Há apenas algumas décadas, os protestantes descreviam a América Latina como um campo missionário. Hoje, ela tornou-se uma força missionária, sendo que a igreja brasileira envia o segundo maior número de missionários do mundo. Em 1900, a África abrigava cerca de 9 milhões de cristãos. Quem poderia imaginar que, na década de 2020, haveria meio bilhão de cristãos no continente?

Os desafios missionários para os cristãos na Europa, porém, são avassaladores.

“A Europa é uma das regiões mais difíceis do mundo para se testemunhar a Cristo.
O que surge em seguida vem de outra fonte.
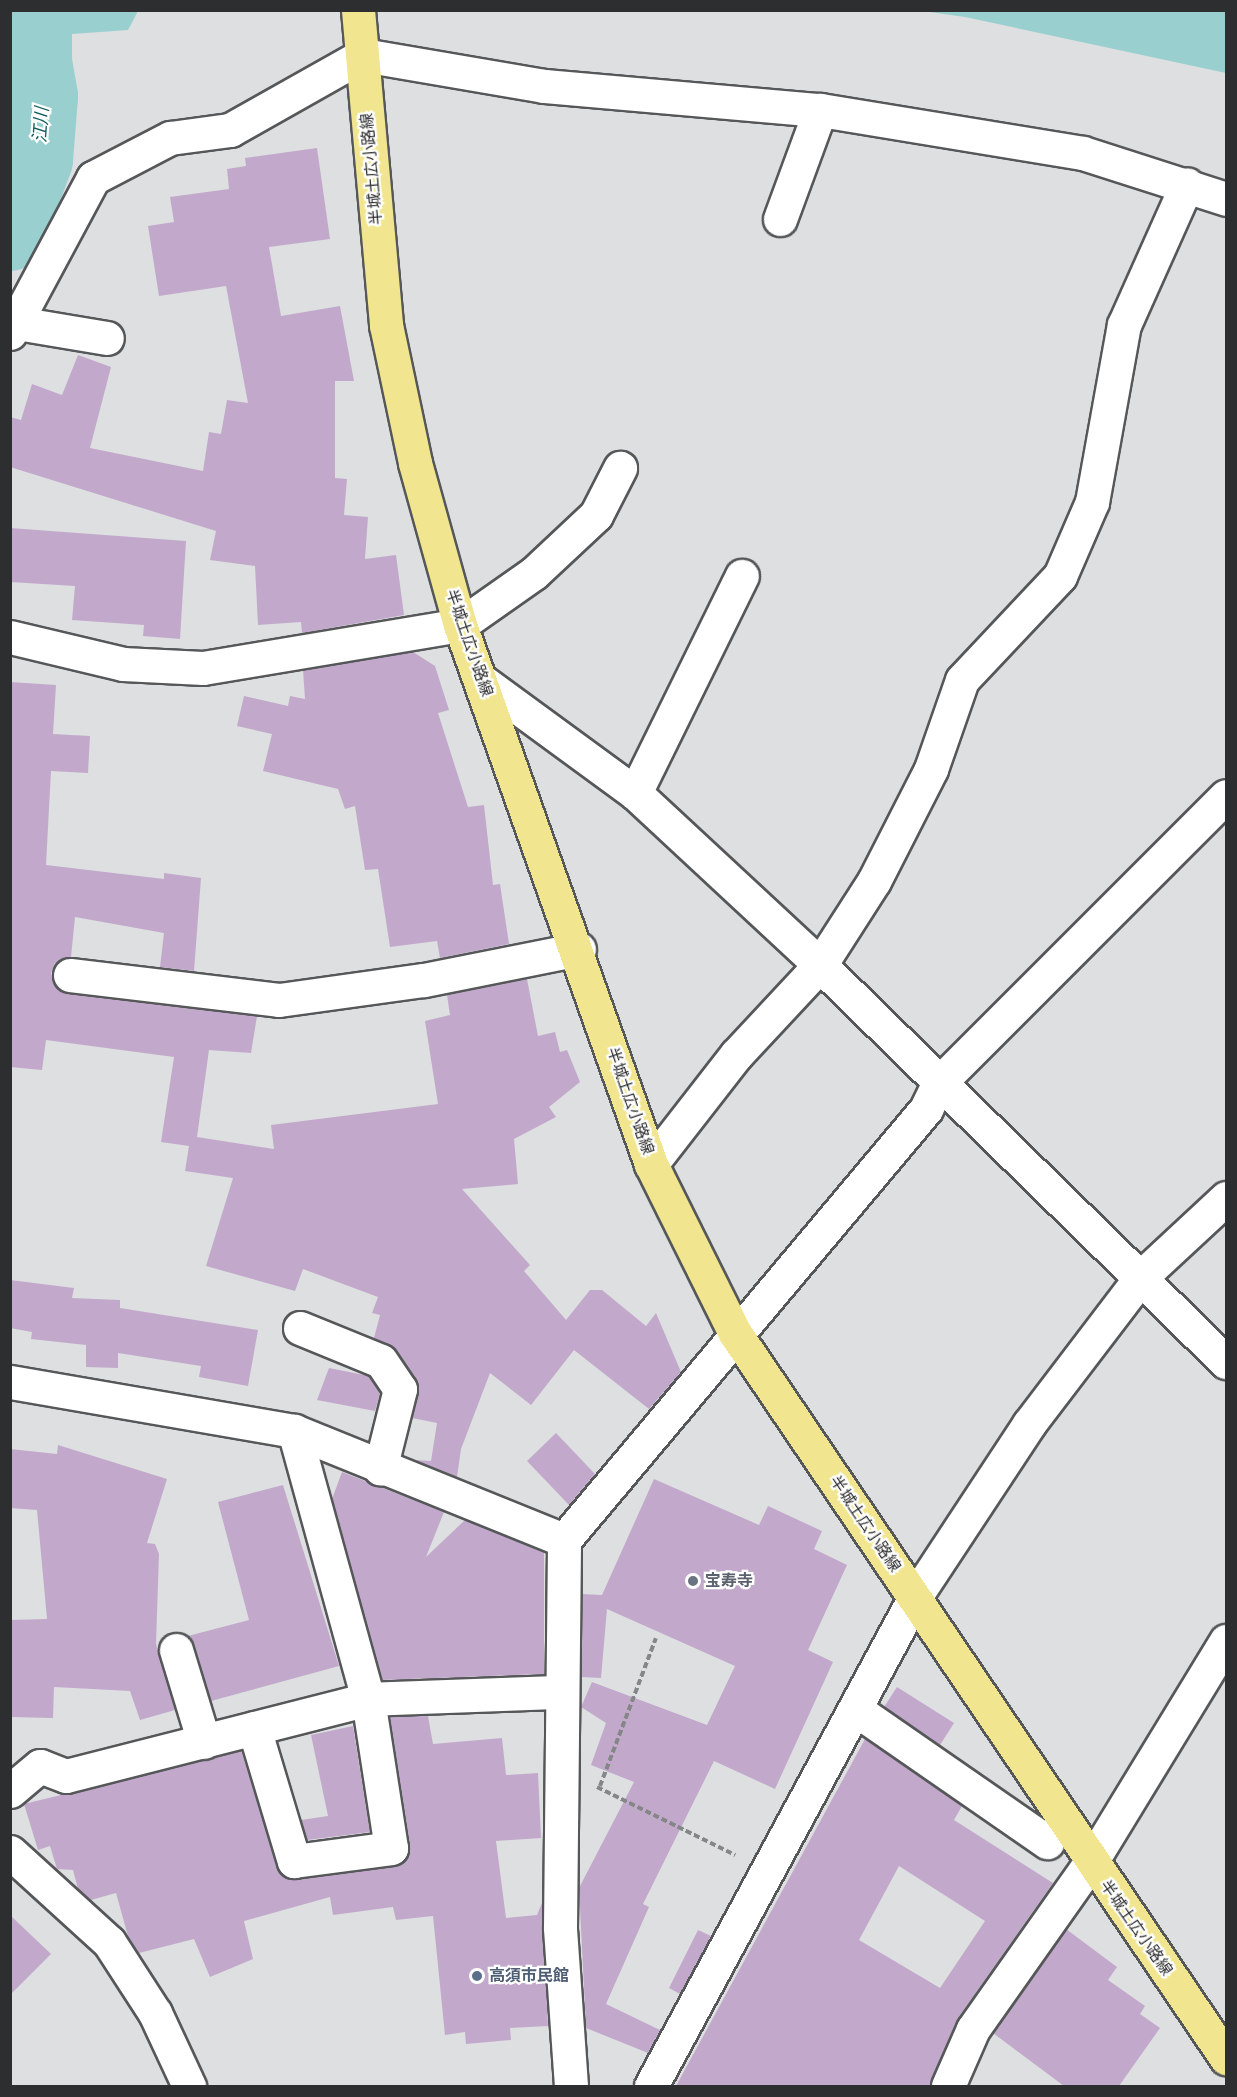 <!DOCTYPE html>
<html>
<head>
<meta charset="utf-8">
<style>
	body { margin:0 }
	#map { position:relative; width:1237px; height:2097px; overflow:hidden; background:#dddfe1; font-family:Arial,"Noto Sans JP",sans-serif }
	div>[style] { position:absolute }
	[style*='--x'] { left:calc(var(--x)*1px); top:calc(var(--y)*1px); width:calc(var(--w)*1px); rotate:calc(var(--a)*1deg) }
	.water>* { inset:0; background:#9acfcf }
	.river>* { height:70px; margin:-35px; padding:0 35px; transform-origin:35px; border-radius:35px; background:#9acfcf }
	.building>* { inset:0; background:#c2a9cb }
	.path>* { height:4px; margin-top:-2px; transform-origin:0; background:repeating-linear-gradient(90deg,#848687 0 6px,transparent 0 9px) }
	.roads { filter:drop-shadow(2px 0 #555759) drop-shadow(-2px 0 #555759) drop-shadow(0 2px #555759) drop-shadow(0 -2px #555759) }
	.minor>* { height:33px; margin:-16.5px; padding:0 16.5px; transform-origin:16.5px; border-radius:16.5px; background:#fff }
	.major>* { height:33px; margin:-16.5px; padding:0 16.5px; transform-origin:16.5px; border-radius:16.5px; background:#f1e68f }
	.dots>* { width:16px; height:16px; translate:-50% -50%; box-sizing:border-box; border:3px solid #fff; border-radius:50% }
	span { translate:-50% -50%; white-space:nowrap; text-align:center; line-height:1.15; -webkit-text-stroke:4.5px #fff; paint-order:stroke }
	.street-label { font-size:16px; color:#2d2e2f }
	.worship-label { font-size:16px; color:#5b616d; font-weight:700 }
	.left { translate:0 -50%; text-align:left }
	.service-label { font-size:16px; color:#4e5e75; font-weight:700 }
	.water-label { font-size:18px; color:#145e5f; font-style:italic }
	.frame { position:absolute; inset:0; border:12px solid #2d2e2f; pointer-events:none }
</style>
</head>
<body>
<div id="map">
	<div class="water">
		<i style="clip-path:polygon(11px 10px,138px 10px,138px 11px,128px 30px,72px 34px,72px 69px,11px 67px)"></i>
		<i style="clip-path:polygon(922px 11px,1226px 11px,1226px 73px,965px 17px)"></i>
	</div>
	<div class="river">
		<i style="--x:10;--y:236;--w:81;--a:-69.8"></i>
		<i style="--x:38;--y:160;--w:64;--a:-85.5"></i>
		<i style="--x:43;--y:96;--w:87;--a:-99.9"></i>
	</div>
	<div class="building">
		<i style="clip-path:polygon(317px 148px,330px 239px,269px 247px,281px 316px,340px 306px,354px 381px,335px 381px,335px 478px,347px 479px,344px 515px,368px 517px,365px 559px,396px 555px,404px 615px,302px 633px,301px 622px,258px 625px,255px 566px,210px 560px,216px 531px,10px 467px,10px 417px,21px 420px,32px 384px,62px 395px,78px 355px,111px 367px,90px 448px,203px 471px,209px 432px,221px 434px,227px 400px,248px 403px,226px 286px,159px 296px,148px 226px,174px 222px,170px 197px,229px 189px,227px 169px,246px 166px,245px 158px)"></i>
		<i style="clip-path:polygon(10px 528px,186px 541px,180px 639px,143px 636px,144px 625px,72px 620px,75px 586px,10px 582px)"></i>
		<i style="clip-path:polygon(413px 652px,435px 666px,449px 710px,438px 713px,468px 807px,484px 805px,493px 885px,500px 884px,509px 944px,440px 958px,437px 941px,390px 947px,378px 869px,365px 870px,355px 806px,345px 809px,338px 789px,263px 771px,272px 734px,237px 726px,244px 696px,288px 706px,290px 696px,305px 699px,303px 670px)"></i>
		<i style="clip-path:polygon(10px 682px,56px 685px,53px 734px,90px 736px,88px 773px,51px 771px,46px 865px,164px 879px,164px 873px,201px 878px,194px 971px,160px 967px,164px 933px,75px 917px,71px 957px,55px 963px,51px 973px,58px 990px,68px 994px,257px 1016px,251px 1053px,209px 1050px,197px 1137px,274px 1149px,271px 1125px,438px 1104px,425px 1021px,450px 1015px,447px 995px,527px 979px,538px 1036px,555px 1032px,560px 1052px,567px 1050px,580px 1082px,549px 1107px,556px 1117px,514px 1139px,518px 1184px,462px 1189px,530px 1265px,524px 1271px,566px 1320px,590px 1290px,602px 1290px,646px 1326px,656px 1313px,681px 1372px,649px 1409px,574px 1350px,531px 1405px,490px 1373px,461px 1449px,457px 1477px,415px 1460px,431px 1461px,437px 1423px,412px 1418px,416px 1379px,396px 1350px,374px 1338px,380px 1315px,372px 1313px,378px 1297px,303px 1269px,295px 1291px,206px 1266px,233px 1178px,185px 1171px,189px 1146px,161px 1142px,174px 1057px,46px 1040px,42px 1070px,10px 1067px)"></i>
		<i style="clip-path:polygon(10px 1280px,74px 1288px,72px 1298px,120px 1300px,120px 1308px,258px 1330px,248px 1386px,199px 1377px,201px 1366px,118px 1353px,118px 1368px,86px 1367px,86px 1345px,31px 1339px,32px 1332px,10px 1328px)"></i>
		<i style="clip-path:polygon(329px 1368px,369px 1376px,380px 1393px,375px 1411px,317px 1400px)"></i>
		<i style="clip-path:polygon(556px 1433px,595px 1474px,569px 1505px,527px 1461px)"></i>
		<i style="clip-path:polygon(58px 1445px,167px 1479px,147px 1543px,155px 1544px,159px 1554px,156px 1644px,175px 1710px,140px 1720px,130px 1691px,54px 1687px,53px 1718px,10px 1717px,10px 1620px,47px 1619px,37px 1510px,10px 1508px,10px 1449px,57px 1454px)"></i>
		<i style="clip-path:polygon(342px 1472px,444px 1512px,426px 1557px,465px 1520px,544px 1552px,544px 1674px,382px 1680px,332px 1499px)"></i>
		<i style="clip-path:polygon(654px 1479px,759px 1525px,768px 1506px,822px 1531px,814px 1549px,847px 1565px,808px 1650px,833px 1662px,775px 1789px,714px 1761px,643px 1904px,649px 1907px,606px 2004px,660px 2030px,648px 2053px,586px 2028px,579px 1888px,634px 1782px,591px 1765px,606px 1723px,581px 1707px,592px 1682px,707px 1725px,735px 1666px,607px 1609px,601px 1678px,581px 1677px,582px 1594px,602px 1595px)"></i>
		<i style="clip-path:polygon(283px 1485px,339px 1666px,211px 1701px,188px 1636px,249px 1620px,218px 1502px)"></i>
		<i style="clip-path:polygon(897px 1687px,954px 1723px,940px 1745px,884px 1707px)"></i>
		<i style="clip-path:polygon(428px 1716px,433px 1744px,502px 1738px,506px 1775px,538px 1773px,541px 1838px,496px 1841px,506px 1918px,537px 1915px,542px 1903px,548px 2026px,510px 2028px,511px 2040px,466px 2044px,465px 2032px,445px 2035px,433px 1916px,396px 1920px,393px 1907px,333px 1915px,330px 1897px,244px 1921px,253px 1959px,210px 1977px,194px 1939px,139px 1953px,128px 1936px,116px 1893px,91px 1900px,78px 1889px,73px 1870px,57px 1869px,50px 1846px,38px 1850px,24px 1804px,241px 1751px,281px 1874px,296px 1880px,393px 1867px,408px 1855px,410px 1845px,390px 1717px)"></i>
		<i style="clip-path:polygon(353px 1726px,370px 1832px,307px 1840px,301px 1820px,328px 1816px,311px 1735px)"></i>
		<i style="clip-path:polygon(evenodd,865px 1739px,962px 1806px,954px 1820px,1053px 1883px,958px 2018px,930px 2086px,676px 2086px,865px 1739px,899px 1866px,985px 1921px,940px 1988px,859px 1940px,899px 1866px)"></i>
		<i style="clip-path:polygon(10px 1915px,51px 1954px,10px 1995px)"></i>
		<i style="clip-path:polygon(1066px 1929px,1117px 1967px,1108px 1980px,1145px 2006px,1140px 2014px,1160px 2028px,1119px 2086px,1064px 2086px,993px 2033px)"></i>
		<i style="clip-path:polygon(698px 1930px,711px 1936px,680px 1994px,669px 1988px)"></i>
	</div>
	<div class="path">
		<i style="--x:600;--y:1786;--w:158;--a:-69.3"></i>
		<i style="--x:597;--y:1787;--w:154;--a:26.2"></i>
	</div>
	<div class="roads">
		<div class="minor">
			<i style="--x:780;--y:219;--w:116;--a:-69.8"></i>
			<i style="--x:17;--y:323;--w:91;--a:9.5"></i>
			<i style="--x:10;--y:333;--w:176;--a:-61.8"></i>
			<i style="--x:93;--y:178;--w:87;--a:-27.5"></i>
			<i style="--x:170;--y:138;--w:61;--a:-7.6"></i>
			<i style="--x:230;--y:130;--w:153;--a:-29.4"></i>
			<i style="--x:363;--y:55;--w:184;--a:9.7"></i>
			<i style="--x:544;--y:86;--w:277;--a:5"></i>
			<i style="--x:820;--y:110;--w:266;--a:9.3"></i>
			<i style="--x:1083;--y:153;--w:150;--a:17.8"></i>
			<i style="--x:10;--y:637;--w:116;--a:13.4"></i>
			<i style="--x:123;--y:664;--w:80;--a:2.9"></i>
			<i style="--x:203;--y:668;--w:261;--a:-9.5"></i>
			<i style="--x:460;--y:625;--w:90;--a:-35.1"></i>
			<i style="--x:534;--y:573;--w:85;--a:-43.1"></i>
			<i style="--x:596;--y:515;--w:53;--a:-62.9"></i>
			<i style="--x:482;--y:681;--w:190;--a:36.2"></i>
			<i style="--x:635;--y:793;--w:253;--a:42.9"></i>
			<i style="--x:820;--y:965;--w:568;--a:44.36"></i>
			<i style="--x:635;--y:793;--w:242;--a:-63.8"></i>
			<i style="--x:70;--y:975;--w:210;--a:6.8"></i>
			<i style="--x:279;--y:1000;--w:146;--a:-7.9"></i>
			<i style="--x:424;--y:980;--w:158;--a:-11.3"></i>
			<i style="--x:651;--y:1164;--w:138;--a:-52.1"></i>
			<i style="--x:736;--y:1055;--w:123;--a:-47"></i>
			<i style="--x:820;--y:965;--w:100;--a:-57.3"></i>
			<i style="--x:874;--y:881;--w:126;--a:-63"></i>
			<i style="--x:931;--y:769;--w:94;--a:-70.8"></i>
			<i style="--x:962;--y:680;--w:143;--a:-46.7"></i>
			<i style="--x:1060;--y:576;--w:81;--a:-66.6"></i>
			<i style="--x:1092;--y:502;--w:180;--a:-79.8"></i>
			<i style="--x:1124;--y:325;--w:154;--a:-65.9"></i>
			<i style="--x:300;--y:1328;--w:87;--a:22.2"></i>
			<i style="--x:381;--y:1361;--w:34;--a:56"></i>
			<i style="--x:400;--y:1389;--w:82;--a:104"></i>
			<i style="--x:10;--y:1382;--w:288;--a:9.8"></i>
			<i style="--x:294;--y:1431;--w:291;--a:22"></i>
			<i style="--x:176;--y:1650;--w:96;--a:73.1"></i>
			<i style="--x:855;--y:1709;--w:234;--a:34.7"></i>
			<i style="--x:254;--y:1728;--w:139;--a:73.3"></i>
			<i style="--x:294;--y:1861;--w:98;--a:-7.6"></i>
			<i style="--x:391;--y:1848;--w:151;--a:-98.8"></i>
			<i style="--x:368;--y:1699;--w:278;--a:-105.4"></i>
			<i style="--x:10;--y:1791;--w:39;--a:-40"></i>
			<i style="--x:40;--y:1766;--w:28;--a:21"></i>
			<i style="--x:66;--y:1776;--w:312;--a:-14.3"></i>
			<i style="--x:368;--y:1699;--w:192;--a:-2.1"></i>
			<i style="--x:10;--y:1852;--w:134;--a:42.3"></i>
			<i style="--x:109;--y:1942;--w:85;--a:57.1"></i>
			<i style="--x:155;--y:2013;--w:81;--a:65"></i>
			<i style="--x:571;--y:2086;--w:159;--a:-94"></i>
			<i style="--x:560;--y:1927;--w:387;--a:-89.4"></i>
			<i style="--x:564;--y:1540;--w:563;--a:-49.97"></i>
			<i style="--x:926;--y:1109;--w:28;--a:-64"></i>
			<i style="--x:938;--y:1084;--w:407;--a:-45"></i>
			<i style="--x:651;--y:2086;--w:556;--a:-61.64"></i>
			<i style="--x:915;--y:1597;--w:207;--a:-56.6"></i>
			<i style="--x:1029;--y:1424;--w:185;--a:-52.7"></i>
			<i style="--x:1141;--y:1277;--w:116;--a:-42.9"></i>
			<i style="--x:948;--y:2086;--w:62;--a:-66.3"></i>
			<i style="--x:973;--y:2029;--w:204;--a:-54.8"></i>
			<i style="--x:1091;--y:1862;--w:259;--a:-58.6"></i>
		</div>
		<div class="major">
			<i style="--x:358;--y:10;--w:316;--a:84.9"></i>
			<i style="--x:386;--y:325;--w:141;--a:78.1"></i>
			<i style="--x:415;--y:463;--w:168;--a:74.5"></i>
			<i style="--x:460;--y:625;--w:572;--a:70.49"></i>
			<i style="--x:651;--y:1164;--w:189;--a:63.6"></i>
			<i style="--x:735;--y:1333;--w:876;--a:55.89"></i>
		</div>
	</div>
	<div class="dots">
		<i style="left:693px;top:1581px;background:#6b7280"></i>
		<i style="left:477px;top:1976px;background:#5c6f8a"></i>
	</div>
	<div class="street-label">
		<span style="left:372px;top:169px;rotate:-95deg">半城土広小路線</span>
		<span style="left:469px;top:643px;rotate:71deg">半城土広小路線</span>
		<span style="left:630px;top:1101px;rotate:71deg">半城土広小路線</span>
		<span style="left:865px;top:1524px;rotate:56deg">半城土広小路線</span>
		<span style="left:1136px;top:1928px;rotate:55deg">半城土広小路線</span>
	</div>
	<div class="worship-label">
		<span class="left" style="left:705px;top:1581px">宝寿寺</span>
	</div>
	<div class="service-label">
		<span class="left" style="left:489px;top:1976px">高須市民館</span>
	</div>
	<div class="water-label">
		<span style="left:41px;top:125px;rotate:-86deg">江川</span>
	</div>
	<div class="frame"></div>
</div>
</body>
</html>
O monstro de três cabeças que combina secularismo, pluralismo e materialismo dificulta o testemunho cristão em todo o continente”, diz Lindsay Brown, ex-secretária geral da IFES (International Fellowship of Evangelical Students).

O velho continente tem uma história complexa e única com a fé cristã.

“Nenhum outro continente foi exposto ao cristianismo por um período tão prolongado e de maneira tão extensa”, escreveu Jim Memory, diretor corregional do Lausanne Europa, no Relatório Missiológico da Europa em 2021. “No entanto, assim como a Europa foi o primeiro continente a ser cristianizado, também foi o primeiro a ser descristianizado.” Como Fountain aponta, o continente foi fundamentalmente moldado pelo evangelho, “mas também por sua rejeição, o que é paradoxal”.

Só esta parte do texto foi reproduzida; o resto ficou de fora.